Records for the exercise -
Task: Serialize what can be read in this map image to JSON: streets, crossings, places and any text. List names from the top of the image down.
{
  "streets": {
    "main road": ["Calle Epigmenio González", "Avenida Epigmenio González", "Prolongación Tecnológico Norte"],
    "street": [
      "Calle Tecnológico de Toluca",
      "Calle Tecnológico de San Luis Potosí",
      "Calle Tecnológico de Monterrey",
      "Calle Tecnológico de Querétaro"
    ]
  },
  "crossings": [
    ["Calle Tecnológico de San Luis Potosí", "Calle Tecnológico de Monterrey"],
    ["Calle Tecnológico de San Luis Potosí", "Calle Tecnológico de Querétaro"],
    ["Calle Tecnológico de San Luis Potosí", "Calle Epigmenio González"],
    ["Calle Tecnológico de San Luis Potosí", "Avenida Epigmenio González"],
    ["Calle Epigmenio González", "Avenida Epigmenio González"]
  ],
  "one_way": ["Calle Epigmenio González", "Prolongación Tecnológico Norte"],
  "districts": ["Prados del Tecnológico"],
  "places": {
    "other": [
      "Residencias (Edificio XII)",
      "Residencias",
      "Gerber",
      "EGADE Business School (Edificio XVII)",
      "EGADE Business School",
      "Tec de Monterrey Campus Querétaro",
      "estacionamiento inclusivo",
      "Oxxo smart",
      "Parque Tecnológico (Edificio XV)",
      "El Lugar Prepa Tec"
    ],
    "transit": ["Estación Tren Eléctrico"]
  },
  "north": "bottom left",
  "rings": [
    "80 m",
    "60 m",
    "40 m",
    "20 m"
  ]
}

Work to complete - Copy each line of the material where "Avenida" is found.

Answer to the exercise -
    "main road": ["Calle Epigmenio González", "Avenida Epigmenio González", "Prolongación Tecnológico Norte"],
    ["Calle Tecnológico de San Luis Potosí", "Avenida Epigmenio González"],
    ["Calle Epigmenio González", "Avenida Epigmenio González"]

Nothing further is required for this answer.